§ **Task description**:
Provide the number of lines of the records that include "heat", with no other content.
Input records START
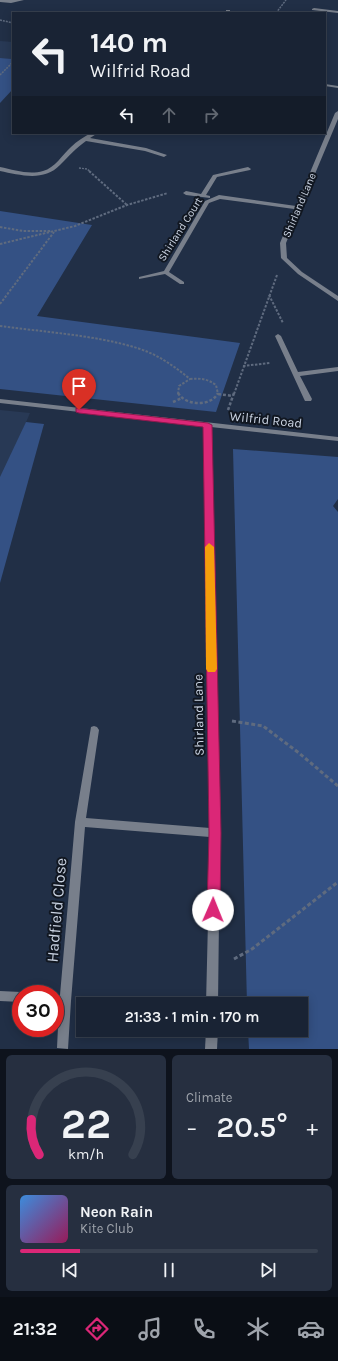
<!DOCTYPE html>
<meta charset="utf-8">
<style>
body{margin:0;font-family:Karla,sans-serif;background:#262f40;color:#f1f3f6;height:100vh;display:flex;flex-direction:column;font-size:15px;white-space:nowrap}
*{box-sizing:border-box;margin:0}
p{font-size:13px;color:#9fa4ac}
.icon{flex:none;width:22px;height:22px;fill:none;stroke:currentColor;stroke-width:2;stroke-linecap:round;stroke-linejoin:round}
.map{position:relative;height:1049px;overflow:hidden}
.drawer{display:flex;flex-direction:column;gap:6px;padding:6px;background:#0e131d;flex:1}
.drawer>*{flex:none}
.guide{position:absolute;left:12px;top:12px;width:314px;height:122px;border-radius:0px;box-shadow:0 2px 10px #0003,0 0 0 1px #37404f;background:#192334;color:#f1f3f6;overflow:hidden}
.speed{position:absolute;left:12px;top:985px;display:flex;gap:8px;font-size:20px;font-weight:700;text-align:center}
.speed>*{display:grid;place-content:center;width:52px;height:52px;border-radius:50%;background:#192334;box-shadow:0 2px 10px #0003,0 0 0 1px #37404f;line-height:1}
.speed .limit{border:6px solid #d22;background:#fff;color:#111}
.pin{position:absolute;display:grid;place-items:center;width:34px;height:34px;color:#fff;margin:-41px -17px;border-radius:50% 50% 50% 0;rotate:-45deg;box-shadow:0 0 4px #0007}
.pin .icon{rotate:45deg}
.me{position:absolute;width:44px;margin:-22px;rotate:1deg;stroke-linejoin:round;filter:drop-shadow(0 0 3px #0008)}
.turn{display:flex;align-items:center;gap:14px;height:84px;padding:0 12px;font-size:18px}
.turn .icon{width:52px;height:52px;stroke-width:2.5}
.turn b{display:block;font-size:28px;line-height:34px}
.lanes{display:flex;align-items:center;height:38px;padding:0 12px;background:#0003;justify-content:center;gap:20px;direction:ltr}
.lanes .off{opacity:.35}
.big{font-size:30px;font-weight:600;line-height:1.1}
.drawer .widget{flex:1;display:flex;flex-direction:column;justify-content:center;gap:6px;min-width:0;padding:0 14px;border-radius:6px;background:#262f40}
.drawer .dial{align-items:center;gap:0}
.dial svg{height:104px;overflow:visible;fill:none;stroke:#37404f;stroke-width:7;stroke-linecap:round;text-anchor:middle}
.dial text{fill:#f1f3f6;stroke:none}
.song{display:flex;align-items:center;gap:12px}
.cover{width:48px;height:48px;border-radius:6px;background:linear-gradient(135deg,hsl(210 70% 55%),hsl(330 70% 35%))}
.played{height:4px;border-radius:2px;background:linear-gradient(90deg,#db2777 20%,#37404f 20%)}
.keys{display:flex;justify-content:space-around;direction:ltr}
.heat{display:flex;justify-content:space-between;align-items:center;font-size:22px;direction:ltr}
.drawer .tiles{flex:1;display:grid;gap:6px;grid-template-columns:1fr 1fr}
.widget:last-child{grid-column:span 2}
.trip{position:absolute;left:76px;top:997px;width:232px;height:40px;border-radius:0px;background:#192334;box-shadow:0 2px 10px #0003,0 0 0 1px #37404f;font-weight:600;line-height:40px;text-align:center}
.tab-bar{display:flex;height:64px;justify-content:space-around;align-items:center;background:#0a0e15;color:#9fa4ac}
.tab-bar .icon{width:28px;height:28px}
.tab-bar .active{color:#db2777}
.tab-bar b{font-size:18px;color:#f1f3f6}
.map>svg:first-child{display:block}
.built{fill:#283955}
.green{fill:#345184}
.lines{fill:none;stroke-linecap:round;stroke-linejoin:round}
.path-far3{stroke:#5f6b7f;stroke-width:1.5;stroke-dasharray:2 1;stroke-linecap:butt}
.path-far2{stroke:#5f6b7f;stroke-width:2;stroke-dasharray:2.5 1.5;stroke-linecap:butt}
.path-far1{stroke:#5f6b7f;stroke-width:2.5;stroke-dasharray:3 2;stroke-linecap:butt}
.path{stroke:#5f6b7f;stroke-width:3;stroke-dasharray:4 2.5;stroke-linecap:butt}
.service{fill:#787f8b;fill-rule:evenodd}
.minor{fill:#787f8b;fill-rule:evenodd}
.route{fill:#db2777;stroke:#8e194d}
.slow{fill:#f59e0b}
.labels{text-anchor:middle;stroke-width:4;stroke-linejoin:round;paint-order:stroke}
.far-street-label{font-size:11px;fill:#cbd4e3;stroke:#111721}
.street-label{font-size:13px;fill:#cbd4e3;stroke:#111721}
.near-street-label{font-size:16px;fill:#cbd4e3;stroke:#111721}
</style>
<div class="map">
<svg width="338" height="1049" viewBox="0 0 338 1049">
<rect width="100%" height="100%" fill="#212f46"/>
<g class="built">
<polygon points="0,41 13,42 13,59 0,58"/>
<polygon points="0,410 30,413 0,483"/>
</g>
<g class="green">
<polygon points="0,58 13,59 13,89 0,103"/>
<polygon points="0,211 92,225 37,316 240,343 216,412 0,389"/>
<polygon points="26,422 44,424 0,583 0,477"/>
<polygon points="233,449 338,457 338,499 333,506 338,512 338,1049 249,1049 248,1030 301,1030 301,1004 247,1004"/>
</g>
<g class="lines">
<g class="path-far3">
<polyline points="276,13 286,0"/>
<polyline points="0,20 13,23"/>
<polyline points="0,75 13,62"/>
<polyline points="79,168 87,169 91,172"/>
</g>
<g class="path-far2">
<polyline points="89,171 127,205"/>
<polyline points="0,227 23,231 51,231"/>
<polyline points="0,244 75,226 127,205 168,193"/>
<polyline points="269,295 283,323"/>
<polyline points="0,304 54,232"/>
<path d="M0 326C44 332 95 335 137 348 157 354 174 366 190 379"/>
<polyline points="243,366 270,363"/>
<path d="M190 379C200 378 208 379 216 385L218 394"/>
<polyline points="178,394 179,386 190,379"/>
<polyline points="234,394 277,275"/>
</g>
<g class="path-far1">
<path d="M178 393C186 406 211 407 218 393"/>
<polyline points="218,394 233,396"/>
<polyline points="173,402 182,398"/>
<polyline points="228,410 234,393"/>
</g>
<g class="path">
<polyline points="232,721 263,726 299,753 338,786"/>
<polyline points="234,959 252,949 338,882"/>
</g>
<polygon class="service" points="0,0 24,0 11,3 0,2"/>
<g class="minor">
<polygon points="314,8 338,11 338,13 312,10 312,9"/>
<rect x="226" y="10" width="4" height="3"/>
<polygon points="325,84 338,86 338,88 325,86"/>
<polygon points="338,111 338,119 286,243 287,258 302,272 338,296 338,301 298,274 281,258 280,243 294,209 220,199 209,203 169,272 184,282 184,284 180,284 165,274 139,279 139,277 164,271 205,201 219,195 296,206 335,113"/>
<path d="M91 133H98L90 138 146 148 167 155 164 157 145 151 86 141C76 148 69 156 60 165 44 182 20 175 0 171V167C14 170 29 175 43 171 55 168 62 155 71 147 77 141 84 137 91 133Z"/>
<polygon points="248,167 251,169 250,170 217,177 206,195 210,196 210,198 186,195 183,193 186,191 201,194 213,175"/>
<polygon points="278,334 281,336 298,372 338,367 338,371 300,376 312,399 311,401 305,401 304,399 275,336"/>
<polygon points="0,399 338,437 338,441 211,427 220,833 218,1004 206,1004 210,837 85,827 71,1001 68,1049 57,1048 59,1006 55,1005 55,995 60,995 75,822 91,727 94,726 97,727 99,730 86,818 210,828 203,426 0,403"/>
<polygon points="0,991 21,992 25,994 21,994 21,1002 0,1001"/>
<polygon points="206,1030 218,1030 217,1049 205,1049"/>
</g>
</g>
<polygon class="route" points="76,408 208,423 212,425 221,833 220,910 218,914 213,916 209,914 207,910 209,833 203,427 79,413 76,412"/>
<polygon class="slow" points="209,543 214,547 217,669 215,672 208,672 206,669 205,547"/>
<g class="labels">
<g class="far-street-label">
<text transform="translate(299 205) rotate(-67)" y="4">Shirland Lane</text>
<text transform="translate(180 229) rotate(-58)" y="4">Shirland Court</text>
</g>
<g class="street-label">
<text transform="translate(266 419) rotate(6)" y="5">Wilfrid Road</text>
<text transform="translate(198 715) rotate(-91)" y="5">Shirland Lane</text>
</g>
<g class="near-street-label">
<text transform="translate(56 910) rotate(-85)" y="6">Hadfield Close</text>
</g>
</g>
</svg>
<div class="speed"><div class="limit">30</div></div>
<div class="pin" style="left:79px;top:410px;background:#d93025"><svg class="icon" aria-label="arrive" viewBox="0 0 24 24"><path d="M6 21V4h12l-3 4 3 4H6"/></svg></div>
<svg class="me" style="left:213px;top:910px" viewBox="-20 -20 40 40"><circle r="19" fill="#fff"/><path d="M0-13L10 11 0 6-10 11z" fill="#db2777"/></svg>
<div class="trip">21:33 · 1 min · 170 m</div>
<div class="guide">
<div class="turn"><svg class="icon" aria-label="left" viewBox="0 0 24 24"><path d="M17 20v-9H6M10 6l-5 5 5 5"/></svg><div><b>140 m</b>Wilfrid Road</div></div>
<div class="lanes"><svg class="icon" aria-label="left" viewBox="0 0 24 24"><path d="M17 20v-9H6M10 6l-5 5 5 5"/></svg><svg class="icon off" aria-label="ahead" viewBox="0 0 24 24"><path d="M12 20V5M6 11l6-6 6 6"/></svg><svg class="icon off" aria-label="right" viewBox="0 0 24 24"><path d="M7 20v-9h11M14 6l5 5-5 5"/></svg></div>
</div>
</div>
<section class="drawer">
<div class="tiles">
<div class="widget dial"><svg viewBox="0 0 100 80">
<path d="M14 69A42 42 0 1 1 86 69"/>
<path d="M14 69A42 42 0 0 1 8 42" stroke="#db2777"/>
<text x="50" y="56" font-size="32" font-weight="700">22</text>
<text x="50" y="72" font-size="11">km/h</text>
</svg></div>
<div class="widget"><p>Climate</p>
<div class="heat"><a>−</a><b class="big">20.5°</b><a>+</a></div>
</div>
<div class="widget">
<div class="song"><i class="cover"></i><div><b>Neon Rain</b><p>Kite Club</p></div></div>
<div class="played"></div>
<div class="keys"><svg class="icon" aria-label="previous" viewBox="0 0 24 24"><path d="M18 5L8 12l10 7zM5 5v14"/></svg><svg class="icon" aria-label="pause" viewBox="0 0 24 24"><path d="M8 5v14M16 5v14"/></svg><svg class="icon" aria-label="next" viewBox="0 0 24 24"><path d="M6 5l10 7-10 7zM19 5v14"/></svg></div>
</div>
</div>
</section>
<nav class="tab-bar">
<b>21:32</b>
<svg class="icon active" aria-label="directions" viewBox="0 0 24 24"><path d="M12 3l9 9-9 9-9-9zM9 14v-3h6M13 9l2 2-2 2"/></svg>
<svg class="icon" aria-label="music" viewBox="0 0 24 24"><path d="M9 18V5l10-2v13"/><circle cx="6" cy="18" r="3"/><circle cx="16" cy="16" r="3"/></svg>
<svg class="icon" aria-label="phone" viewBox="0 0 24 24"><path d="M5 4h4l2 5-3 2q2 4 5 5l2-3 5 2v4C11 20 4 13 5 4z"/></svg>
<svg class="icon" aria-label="climate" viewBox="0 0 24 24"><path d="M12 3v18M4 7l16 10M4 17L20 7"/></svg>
<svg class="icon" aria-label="car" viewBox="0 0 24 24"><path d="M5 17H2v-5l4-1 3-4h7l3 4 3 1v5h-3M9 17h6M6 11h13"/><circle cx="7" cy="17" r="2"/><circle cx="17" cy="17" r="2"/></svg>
</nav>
Input records END
§ **Answer section**:
2